If we do not surface our mistakes and rigorously assess our performance and test our ideas for improvement, we cannot learn, continuously improve, and innovate. These objections also ignore how lean thinking is implemented in other industries. Auto manufacturers do not risk the safety of their employees, customers, or society.
Hospitals use lean thinking and related disciplines not only to improve efficiency but also to improve quality and patient outcomes. In law, we’re not doing rigorous retrospectives to assess how we can do better.
We generally have ways of doing things—often many different ways of doing the same thing even inside of the same organization—and we just keep doing them that way. It’s time for lawyers to recognize that our ad hoc approaches result in mistakes and harm to clients, at a minimum harm in that we fail to continuously improve and produce greater value for clients. This must change.
Lawyers must scientifically, systematically continuously improve legal-services delivery not only to be more efficient but also to improve quality, obtain better outcomes, and create greater value for clients and society.
What has it been like teaching lean thinking?
There are certain parts that are easier teach than others. Process mapping, for example, is a common activity that you see in workshops. It is a great tool, especially if you have the people who are closest to the work in the room with you. You want to understand the process, but the real benefit is getting the right people together in the same room working together. But you can only accomplish so much in a classroom or workshop process mapping. Where we have been most successful is getting students, who have learned lean thinking principles, out of the classroom and into organizations to work with them.
For example, we’ve done a couple of projects with local courts and legal aid organizations. Most recently, Jordan Galvin, our LegalRnD fellow and Innovation Counsel, led a project helping to assess and implement an eviction diversion program in a local court. We didn’t just function as consultants. Jordan, two students, and I worked closely with Chief Judge Alderson and her staff to map the process, establish metrics, including for outcomes, and gather data.
This semester in our LegalRnD capstone class, Jordan and I working with student teams on innovation projects with Perkins Coie, Akerman, Davis Wright Tremaine, and Michigan Legal Help. We are using ThinkSmart and Neota Logic to automate processes and documents and build expert systems. The student teams are working closely with the project partners, mapping processes, learning about the current condition, and doing Plan-Do-Check-Act cycles while Jordan and I lead them through the Coaching Kata. It is great to have the students working with practitioners on real world problems. It’s also great to have a lab setting in which we’re working on both commercial and “access to legal services” projects side by side. It’s a win-win-win all around.

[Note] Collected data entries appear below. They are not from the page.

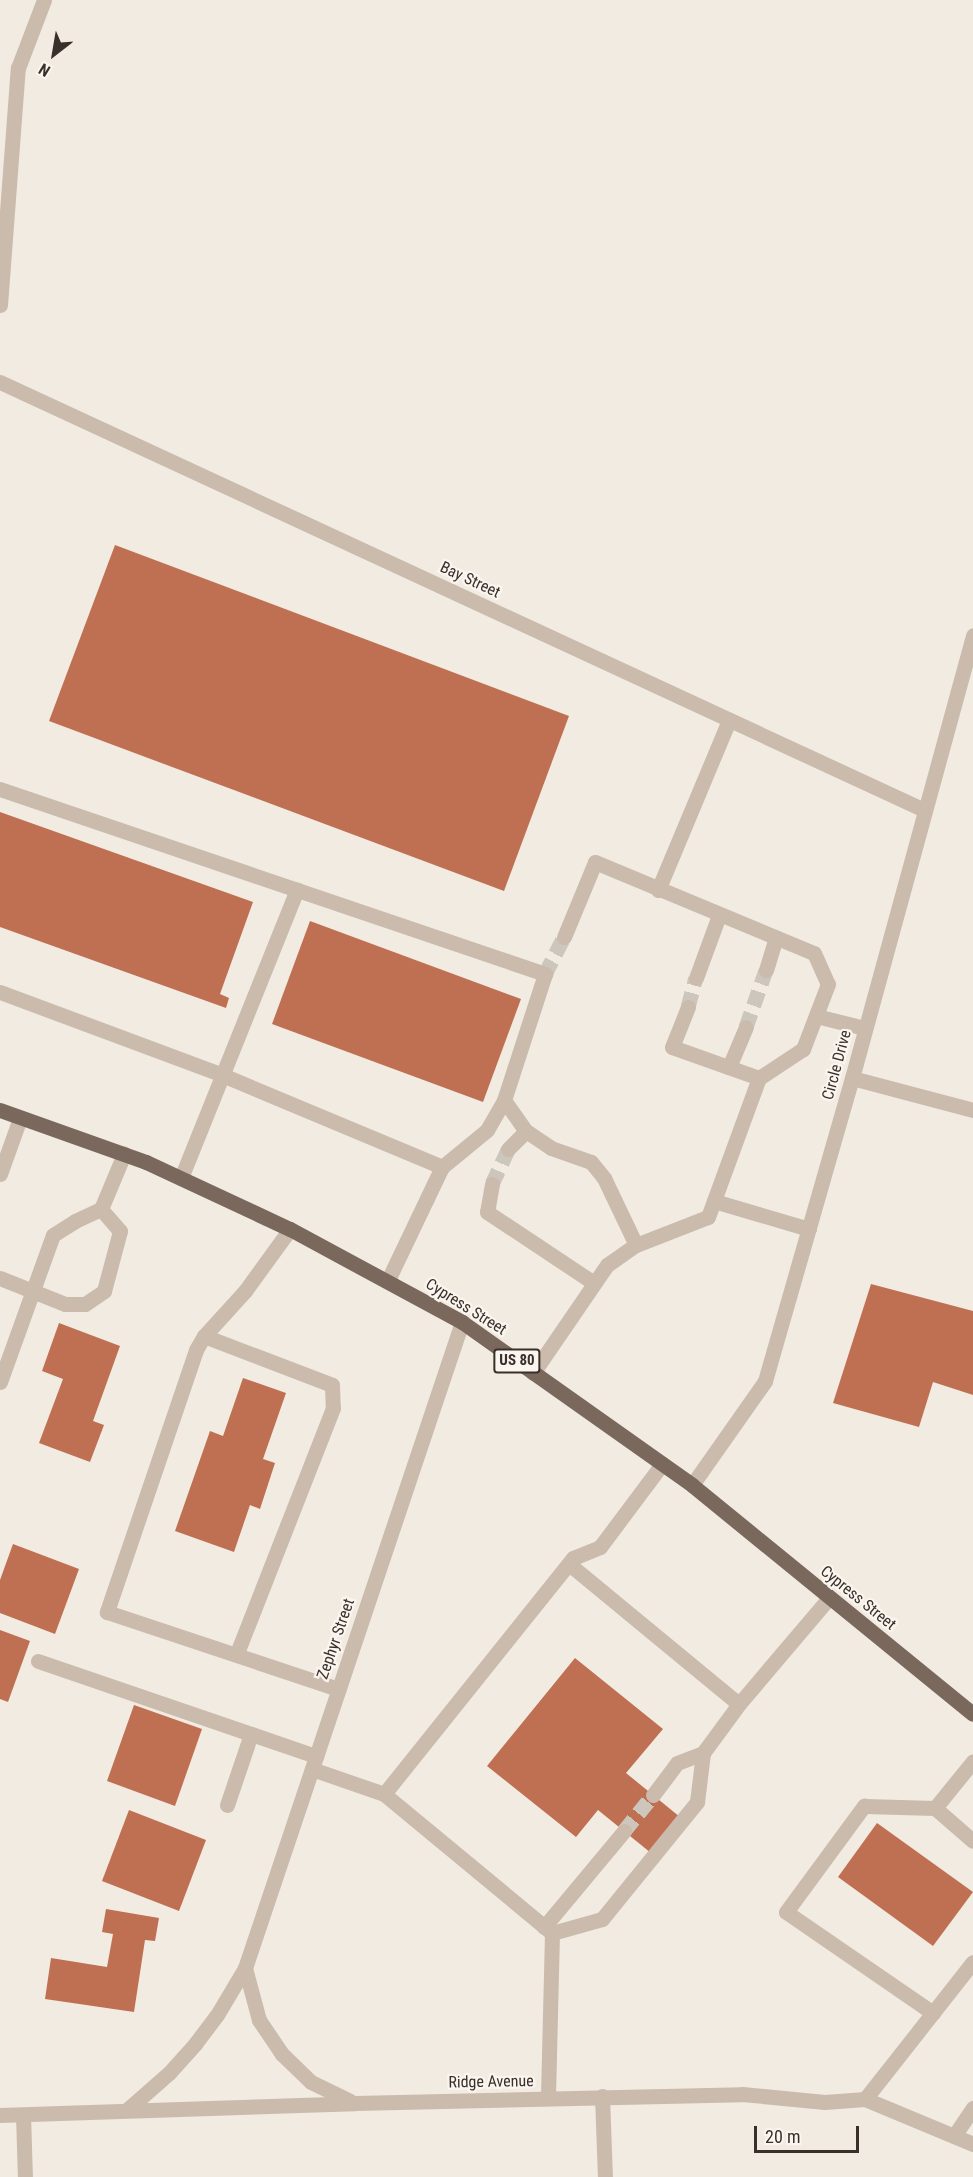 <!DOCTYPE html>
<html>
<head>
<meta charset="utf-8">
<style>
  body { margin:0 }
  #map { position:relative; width:973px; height:2177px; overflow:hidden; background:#f2ebe1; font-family:"Roboto Condensed",sans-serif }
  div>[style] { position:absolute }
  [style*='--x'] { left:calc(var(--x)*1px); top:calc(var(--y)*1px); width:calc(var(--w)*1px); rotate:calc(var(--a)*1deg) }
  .building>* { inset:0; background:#c07052 }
  .minor-tunnel>* { height:15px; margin-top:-7.5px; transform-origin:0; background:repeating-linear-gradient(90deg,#cdc6bd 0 15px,transparent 0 23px) }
  .minor>* { height:15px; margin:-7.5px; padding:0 7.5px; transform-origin:7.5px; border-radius:7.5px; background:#cabbad }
  .major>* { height:15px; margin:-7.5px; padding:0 7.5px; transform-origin:7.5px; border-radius:7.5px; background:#7a685d }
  span { translate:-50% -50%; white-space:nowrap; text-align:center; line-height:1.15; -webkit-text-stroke:4.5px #faf5ee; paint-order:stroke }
  .shield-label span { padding:2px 4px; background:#faf5ee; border:2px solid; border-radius:4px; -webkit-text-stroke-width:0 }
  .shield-label { font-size:15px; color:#39302b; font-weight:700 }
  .street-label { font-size:16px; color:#39302b }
  .north { position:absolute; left:24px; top:24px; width:60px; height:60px; -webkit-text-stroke:4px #faf5ee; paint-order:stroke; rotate:211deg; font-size:16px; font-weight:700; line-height:24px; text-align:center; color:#39302b }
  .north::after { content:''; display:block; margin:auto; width:21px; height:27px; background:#39302b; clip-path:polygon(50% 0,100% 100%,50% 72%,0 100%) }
  .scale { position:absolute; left:754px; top:2126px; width:105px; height:27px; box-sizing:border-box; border:3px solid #39302b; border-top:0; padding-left:8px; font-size:18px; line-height:21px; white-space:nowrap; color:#39302b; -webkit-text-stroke:4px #faf5ee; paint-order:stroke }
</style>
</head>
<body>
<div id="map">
  <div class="building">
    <i style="clip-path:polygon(115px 545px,569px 716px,504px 891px,49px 721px)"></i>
    <i style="clip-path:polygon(0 812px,253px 902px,220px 994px,229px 998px,226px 1008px,0 927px)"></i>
    <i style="clip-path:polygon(310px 921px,521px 999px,483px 1102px,272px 1024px)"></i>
    <i style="clip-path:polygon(871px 1284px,973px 1311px,973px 1395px,933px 1382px,919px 1427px,833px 1403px)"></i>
    <i style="clip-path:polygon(59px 1323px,120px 1346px,93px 1421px,104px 1425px,90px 1462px,39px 1443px,63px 1379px,42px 1371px)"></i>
    <i style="clip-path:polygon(243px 1378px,286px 1393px,263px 1459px,275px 1463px,260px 1509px,250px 1505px,234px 1552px,175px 1531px,210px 1431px,223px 1436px)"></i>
    <i style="clip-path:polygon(13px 1544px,79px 1569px,55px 1634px,0 1613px,0 1580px)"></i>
    <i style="clip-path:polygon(0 1630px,30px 1641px,8px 1702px,0 1699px)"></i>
    <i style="clip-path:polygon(575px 1658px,663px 1729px,626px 1773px,680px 1817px,651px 1853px,598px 1810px,576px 1837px,487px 1766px)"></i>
    <i style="clip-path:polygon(134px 1705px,202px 1729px,175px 1806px,107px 1781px)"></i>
    <i style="clip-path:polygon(129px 1810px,206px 1840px,179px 1911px,102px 1881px)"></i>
    <i style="clip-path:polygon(877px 1823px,973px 1892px,933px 1946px,838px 1877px)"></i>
    <i style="clip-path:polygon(106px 1909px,159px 1918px,155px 1941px,145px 1940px,134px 2012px,45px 1999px,51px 1958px,107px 1967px,113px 1934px,102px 1932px)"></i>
  </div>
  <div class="minor-tunnel">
    <i style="--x:545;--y:974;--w:42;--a:-62.8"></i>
    <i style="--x:688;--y:1007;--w:30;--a:-75"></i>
    <i style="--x:746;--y:1027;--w:60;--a:-70.7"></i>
    <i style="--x:492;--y:1184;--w:38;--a:-65"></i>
    <i style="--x:624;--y:1831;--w:46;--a:-51.1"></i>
  </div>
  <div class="minor">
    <i style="--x:0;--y:305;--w:238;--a:-85.7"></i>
    <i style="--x:18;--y:68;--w:73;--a:-69.1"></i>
    <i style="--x:0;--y:382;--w:1018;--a:24.85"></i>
    <i style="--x:0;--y:789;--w:576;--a:18.75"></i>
    <i style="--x:545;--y:974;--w:133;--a:108"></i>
    <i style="--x:504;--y:1100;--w:38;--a:55"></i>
    <i style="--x:526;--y:1131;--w:30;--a:34"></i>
    <i style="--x:551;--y:1148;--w:42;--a:19.3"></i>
    <i style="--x:591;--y:1162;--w:21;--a:51"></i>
    <i style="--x:604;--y:1178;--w:74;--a:64.5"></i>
    <i style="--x:658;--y:890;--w:184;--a:-67.3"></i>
    <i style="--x:564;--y:937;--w:81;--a:-67.5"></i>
    <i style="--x:595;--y:862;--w:237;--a:22.6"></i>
    <i style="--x:814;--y:953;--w:34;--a:66"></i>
    <i style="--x:828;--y:984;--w:70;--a:111"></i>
    <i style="--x:803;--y:1049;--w:53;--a:146.6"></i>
    <i style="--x:766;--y:970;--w:34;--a:-73"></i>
    <i style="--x:696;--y:978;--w:67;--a:-69.9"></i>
    <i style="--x:0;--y:992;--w:235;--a:20.4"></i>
    <i style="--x:220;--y:1074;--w:241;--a:22.7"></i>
    <i style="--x:816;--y:1016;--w:50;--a:13.8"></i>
    <i style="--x:729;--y:1067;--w:43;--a:-67"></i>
    <i style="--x:852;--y:1078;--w:125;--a:14.8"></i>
    <i style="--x:508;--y:1149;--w:25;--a:-45"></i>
    <i style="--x:0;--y:1174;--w:59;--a:-70.3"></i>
    <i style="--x:181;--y:1178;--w:311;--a:-68.1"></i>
    <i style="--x:492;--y:1184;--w:28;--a:100"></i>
    <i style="--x:487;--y:1212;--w:128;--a:33.6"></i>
    <i style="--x:714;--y:1201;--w:99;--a:16.4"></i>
    <i style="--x:290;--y:1229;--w:77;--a:126"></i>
    <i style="--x:245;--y:1291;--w:61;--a:132.3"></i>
    <i style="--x:204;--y:1336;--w:16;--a:120"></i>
    <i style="--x:196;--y:1350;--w:277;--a:108.8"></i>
    <i style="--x:107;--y:1612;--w:244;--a:18.4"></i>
    <i style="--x:0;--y:1278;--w:70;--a:21.8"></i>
    <i style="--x:65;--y:1304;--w:20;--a:0"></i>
    <i style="--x:85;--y:1304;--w:23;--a:-34"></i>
    <i style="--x:104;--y:1291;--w:62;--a:-75.1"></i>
    <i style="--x:120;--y:1231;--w:29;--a:-131"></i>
    <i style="--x:101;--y:1209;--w:60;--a:-67.3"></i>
    <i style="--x:388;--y:1280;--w:125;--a:-64.5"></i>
    <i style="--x:442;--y:1167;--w:58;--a:-39.4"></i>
    <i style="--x:487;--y:1130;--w:34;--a:-60"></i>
    <i style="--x:204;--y:1336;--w:137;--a:20.9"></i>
    <i style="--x:332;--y:1385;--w:23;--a:88"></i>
    <i style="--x:333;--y:1408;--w:263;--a:111.4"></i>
    <i style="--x:533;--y:1373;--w:131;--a:-55.6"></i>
    <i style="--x:607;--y:1265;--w:35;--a:-35"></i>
    <i style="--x:636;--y:1245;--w:77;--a:-21.3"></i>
    <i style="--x:708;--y:1217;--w:148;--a:-69.9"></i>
    <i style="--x:759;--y:1078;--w:92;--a:-160.4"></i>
    <i style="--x:672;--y:1047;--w:43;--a:-68.2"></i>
    <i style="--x:0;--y:1382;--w:156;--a:-70.2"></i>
    <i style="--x:53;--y:1235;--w:26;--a:-32"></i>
    <i style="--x:75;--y:1221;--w:29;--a:-25"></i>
    <i style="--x:692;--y:1485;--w:127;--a:-54.9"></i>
    <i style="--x:765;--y:1381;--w:315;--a:-74"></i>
    <i style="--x:852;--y:1078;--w:459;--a:-74.7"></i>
    <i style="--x:569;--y:1564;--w:220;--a:39.5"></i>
    <i style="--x:739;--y:1704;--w:139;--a:-49.7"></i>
    <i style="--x:38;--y:1661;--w:294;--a:18.9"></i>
    <i style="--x:312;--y:1769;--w:76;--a:19.1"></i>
    <i style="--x:384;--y:1794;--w:218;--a:39.6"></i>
    <i style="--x:552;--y:1933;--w:165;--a:91.4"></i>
    <i style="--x:384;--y:1794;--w:302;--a:-51.3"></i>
    <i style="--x:573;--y:1558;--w:29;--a:-22"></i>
    <i style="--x:600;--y:1547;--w:104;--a:-53.2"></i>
    <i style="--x:653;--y:1795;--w:40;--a:-53"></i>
    <i style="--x:677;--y:1763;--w:28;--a:-21"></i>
    <i style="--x:227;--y:1805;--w:75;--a:-71.3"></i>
    <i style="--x:935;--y:1808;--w:60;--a:-51"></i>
    <i style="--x:544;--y:1927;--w:125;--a:-50.2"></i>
    <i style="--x:552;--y:1933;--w:52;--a:-15.6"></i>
    <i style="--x:602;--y:1919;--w:151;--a:-50.9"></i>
    <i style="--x:697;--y:1802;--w:49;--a:-83"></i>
    <i style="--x:703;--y:1753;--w:61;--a:-53.7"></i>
    <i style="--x:245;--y:1968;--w:54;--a:74.9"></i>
    <i style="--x:259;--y:2020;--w:41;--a:55.9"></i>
    <i style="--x:282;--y:2054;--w:40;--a:44"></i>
    <i style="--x:311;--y:2082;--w:43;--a:26"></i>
    <i style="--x:933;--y:2013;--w:178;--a:-145.5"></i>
    <i style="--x:786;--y:1912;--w:132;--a:-53.7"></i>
    <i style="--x:864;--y:1806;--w:71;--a:1.6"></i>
    <i style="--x:935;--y:1808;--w:50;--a:41"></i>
    <i style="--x:602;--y:2096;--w:81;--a:87.9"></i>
    <i style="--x:865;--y:2099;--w:174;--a:-51.8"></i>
    <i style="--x:128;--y:2109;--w:55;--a:-41.3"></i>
    <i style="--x:169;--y:2073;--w:39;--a:-48"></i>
    <i style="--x:195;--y:2044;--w:36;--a:-53"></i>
    <i style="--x:217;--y:2015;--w:55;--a:-59.2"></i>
    <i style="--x:245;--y:1968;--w:681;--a:-71.43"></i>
    <i style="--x:0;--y:2115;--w:355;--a:-1.9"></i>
    <i style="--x:355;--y:2103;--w:387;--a:-1.3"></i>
    <i style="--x:742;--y:2094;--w:83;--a:5.5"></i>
    <i style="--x:825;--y:2102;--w:40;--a:-4.3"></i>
    <i style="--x:865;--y:2099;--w:117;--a:22.6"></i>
    <i style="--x:23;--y:2115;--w:62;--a:88.2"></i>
    <i style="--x:954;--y:2136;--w:34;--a:-56"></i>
  </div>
  <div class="major">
    <i style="--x:0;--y:1110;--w:155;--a:19.6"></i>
    <i style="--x:146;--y:1162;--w:159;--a:25"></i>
    <i style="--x:290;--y:1229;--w:196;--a:28.4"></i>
    <i style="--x:462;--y:1322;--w:282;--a:35.3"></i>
    <i style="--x:692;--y:1485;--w:362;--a:39.2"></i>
  </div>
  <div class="shield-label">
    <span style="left:517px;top:1361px">US 80</span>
  </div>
  <div class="street-label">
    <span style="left:470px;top:580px;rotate:25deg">Bay Street</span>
    <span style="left:837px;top:1065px;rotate:-75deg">Circle Drive</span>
    <span style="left:466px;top:1307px;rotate:32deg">Cypress Street</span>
    <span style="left:858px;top:1598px;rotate:39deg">Cypress Street</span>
    <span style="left:336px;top:1639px;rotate:-71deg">Zephyr Street</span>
    <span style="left:491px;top:2082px;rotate:-1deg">Ridge Avenue</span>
  </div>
  <div class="north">N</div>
  <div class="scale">20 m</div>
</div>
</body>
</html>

What are your thoughts about the future for lawyers and legal technology?
Technology can help lawyers become more efficient, improve the quality of their work, and generate better outcomes for clients. Technology can help lawyers increase access to legal services for everyone. For many people, lawyers are inaccessible and irrelevant. We have to change that. But technologists are not waiting for lawyers to become more proactive.
Technologists are out in front of lawyers in many ways. I believe that lawyers can contribute a lot of value not only to improving legal services but as participants on multidisciplinary teams solving wicked problems. But lawyers have to embrace a people, process, data, and technology approach and demonstrate tremendous leadership and a clear value proposition to earn a seat at the table.